Why Token Buybacks Don't Always Work: Lessons from Rollbit's 60% Supply Burn

In the fast-paced world of crypto, token buybacks and burns are often hyped as surefire ways to pump prices. But as investor Kyle (@0xkyle__) pointed out in a recent tweet, it's not just about the act itself—it's the why and how that truly matter. His post sparked a lively discussion on X, highlighting case studies like Rollbit and Hyperliquid. If you're into meme tokens or broader blockchain projects, understanding these nuances can help you spot the real gems from the duds.

The Core Insight: Beyond the Burn

Kyle's tweet breaks it down simply: buybacks don't inherently drive value. What counts are:

  1. Durability: Is the buyback sustainable over time, backed by ongoing revenue or a solid business model?
  2. Intention: Is the team genuinely committed to long-term growth, or is it a short-term gimmick to hype the token?
  3. Execution: How is the buyback carried out? Transparent, efficient, and aligned with community interests?
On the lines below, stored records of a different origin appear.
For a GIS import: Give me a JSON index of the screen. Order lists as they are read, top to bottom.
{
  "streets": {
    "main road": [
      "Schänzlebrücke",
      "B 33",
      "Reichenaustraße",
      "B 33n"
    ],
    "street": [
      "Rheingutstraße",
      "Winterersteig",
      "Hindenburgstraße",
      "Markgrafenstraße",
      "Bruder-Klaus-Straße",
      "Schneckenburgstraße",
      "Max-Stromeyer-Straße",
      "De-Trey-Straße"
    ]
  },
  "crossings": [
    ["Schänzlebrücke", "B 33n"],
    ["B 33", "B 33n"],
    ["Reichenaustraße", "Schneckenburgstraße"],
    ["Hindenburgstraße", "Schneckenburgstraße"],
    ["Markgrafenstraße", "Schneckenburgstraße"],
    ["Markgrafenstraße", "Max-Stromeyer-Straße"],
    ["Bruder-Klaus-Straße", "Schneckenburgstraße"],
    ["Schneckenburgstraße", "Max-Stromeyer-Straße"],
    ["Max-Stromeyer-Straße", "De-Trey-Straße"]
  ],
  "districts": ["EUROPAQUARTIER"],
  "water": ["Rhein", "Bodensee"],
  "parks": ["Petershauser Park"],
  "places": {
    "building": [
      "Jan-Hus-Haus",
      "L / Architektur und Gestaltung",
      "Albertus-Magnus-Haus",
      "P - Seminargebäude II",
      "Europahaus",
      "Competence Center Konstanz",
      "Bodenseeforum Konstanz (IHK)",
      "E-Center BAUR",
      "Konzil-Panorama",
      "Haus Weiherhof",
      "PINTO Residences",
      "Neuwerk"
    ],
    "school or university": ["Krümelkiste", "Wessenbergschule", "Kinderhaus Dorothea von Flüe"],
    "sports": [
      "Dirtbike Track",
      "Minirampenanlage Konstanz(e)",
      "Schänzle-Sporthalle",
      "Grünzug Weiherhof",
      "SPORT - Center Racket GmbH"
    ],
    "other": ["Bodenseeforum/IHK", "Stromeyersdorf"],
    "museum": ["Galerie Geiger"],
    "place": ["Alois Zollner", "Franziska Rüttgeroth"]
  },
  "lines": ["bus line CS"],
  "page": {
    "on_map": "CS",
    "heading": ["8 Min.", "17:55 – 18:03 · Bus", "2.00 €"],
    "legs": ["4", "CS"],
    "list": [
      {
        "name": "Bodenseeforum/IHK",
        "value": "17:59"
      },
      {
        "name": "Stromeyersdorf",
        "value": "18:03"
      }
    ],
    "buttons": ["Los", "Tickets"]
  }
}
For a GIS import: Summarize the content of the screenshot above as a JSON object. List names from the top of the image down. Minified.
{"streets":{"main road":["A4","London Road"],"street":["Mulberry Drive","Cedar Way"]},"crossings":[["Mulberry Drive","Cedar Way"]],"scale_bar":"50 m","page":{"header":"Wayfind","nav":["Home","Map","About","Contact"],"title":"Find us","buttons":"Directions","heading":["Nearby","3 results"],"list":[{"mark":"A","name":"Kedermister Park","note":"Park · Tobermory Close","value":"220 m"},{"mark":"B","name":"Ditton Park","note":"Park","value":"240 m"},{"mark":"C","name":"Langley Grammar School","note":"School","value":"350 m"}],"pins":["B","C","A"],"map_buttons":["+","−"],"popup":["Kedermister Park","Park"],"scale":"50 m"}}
He uses Rollbit as "case study 1," noting they've burned 60% of their supply, yet the price hasn't budged upward. Let's unpack that.

Rollbit's Burn: A Cautionary Tale

Rollbit, a popular crypto casino platform, has been aggressively burning its RLB token since restructuring its tokenomics in 2023. By July 2025, they hit a milestone: 60% of the original 5 billion supply burned, leaving less than 2 billion RLB in circulation. This was achieved through consistent buy-and-burn mechanisms tied to platform revenue.

Initially, the announcement of daily burns in August 2023 sent RLB soaring over 60% in a day, peaking around $0.26 later that year. But fast-forward to August 2025, and RLB hovers around $0.06, according to data from CoinGecko. Why the disconnect?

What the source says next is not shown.